And, like season two, the story arc's based on material plagiarized from the Star Trek relaunch novelverse?  (In this case, Kirsten Beyer's Star Trek: Voyager novel A Pocket Full of Lies.)

I'm not sure it's "plagiarized" -- Kirsten Beyer was executive story editor for season 2, and is a co-producer on season 3, so she may've freely tossed the idea into the pot in the writers room. Evidently the show wants us to believe one exists, since it's got a Twitter account. Warning: feed includes behind-the-scenes video of Grudge the Cat mugging for the camera.

(Whatever "co-producer" may entail in responsibility and authority -- there are 20 listed executive, co-executive, supervising, consulting, co-, and no-bloody-A-B-C-or-D producers -- see the official PGA credit guidelines for long-form TV. Huh, "consulting producer" isn't a PGA title. At least during the Berman era, you could trace bad decisions to one guy.)

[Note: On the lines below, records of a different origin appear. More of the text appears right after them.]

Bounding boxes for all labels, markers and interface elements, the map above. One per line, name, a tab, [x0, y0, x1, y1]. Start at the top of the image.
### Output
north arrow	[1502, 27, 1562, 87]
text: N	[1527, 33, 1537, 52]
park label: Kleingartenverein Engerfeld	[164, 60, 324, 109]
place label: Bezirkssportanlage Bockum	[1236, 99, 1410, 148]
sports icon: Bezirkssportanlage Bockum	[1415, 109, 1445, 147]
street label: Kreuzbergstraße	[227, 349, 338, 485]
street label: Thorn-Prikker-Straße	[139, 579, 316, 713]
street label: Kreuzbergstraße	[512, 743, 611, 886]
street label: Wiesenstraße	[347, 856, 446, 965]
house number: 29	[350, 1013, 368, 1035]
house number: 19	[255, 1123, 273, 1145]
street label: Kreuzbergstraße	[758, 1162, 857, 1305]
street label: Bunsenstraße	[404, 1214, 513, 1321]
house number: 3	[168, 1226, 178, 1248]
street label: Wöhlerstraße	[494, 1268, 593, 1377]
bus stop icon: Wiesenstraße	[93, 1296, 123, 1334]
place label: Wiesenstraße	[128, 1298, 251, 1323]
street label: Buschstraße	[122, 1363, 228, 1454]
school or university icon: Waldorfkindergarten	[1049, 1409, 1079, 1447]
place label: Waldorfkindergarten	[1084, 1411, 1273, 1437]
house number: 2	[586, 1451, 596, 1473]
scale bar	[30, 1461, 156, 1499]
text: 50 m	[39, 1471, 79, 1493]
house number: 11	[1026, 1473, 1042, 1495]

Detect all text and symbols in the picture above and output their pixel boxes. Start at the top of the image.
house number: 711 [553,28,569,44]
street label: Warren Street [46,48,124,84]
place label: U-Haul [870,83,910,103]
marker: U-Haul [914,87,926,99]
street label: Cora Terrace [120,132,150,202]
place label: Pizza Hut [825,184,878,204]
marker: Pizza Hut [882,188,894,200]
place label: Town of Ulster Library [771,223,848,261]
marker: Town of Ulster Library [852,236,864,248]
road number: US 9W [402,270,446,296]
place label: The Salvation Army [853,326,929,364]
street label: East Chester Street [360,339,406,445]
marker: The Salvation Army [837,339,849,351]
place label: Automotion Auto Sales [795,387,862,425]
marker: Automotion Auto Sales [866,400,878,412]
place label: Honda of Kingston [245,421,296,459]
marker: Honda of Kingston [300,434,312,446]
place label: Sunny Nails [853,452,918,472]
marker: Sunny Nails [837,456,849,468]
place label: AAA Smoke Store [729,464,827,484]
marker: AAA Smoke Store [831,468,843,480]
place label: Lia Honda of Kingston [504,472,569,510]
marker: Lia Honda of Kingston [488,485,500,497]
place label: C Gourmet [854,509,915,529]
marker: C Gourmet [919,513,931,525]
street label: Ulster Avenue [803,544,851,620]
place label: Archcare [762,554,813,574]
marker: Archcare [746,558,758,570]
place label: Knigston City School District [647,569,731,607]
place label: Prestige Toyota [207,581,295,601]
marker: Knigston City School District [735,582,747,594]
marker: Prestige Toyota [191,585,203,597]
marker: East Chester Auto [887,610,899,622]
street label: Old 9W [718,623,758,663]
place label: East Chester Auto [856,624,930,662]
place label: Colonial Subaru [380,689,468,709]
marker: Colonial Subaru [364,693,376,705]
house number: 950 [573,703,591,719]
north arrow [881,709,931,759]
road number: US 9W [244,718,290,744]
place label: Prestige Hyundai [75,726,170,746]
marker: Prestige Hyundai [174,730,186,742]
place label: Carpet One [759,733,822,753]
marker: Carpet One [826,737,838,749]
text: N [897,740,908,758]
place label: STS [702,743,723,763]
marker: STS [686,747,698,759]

Earlier this season, when we learned The Burn was due to exploding dilithium, at least one poster on TrekMovie.com speculated the idea had been borrowed from the TOS novel The Last Roundup (Christie Golden, 2002), to wit, the antagonists-du-jour had widely distributed a viral nanoprobe as a plot to inactivate dilithium and corner the market (see also: the James Bond movie Goldfinger), but didn't realize it would instead fracture lower-grade crystals, hence warp core breaches. That's still as-maybe, since we now know there was a center to The Burn, but we don't know what's hidden within the Verubin Nebula, apart from the Kelpien science vessel Khi'eth and a dilithium nursery.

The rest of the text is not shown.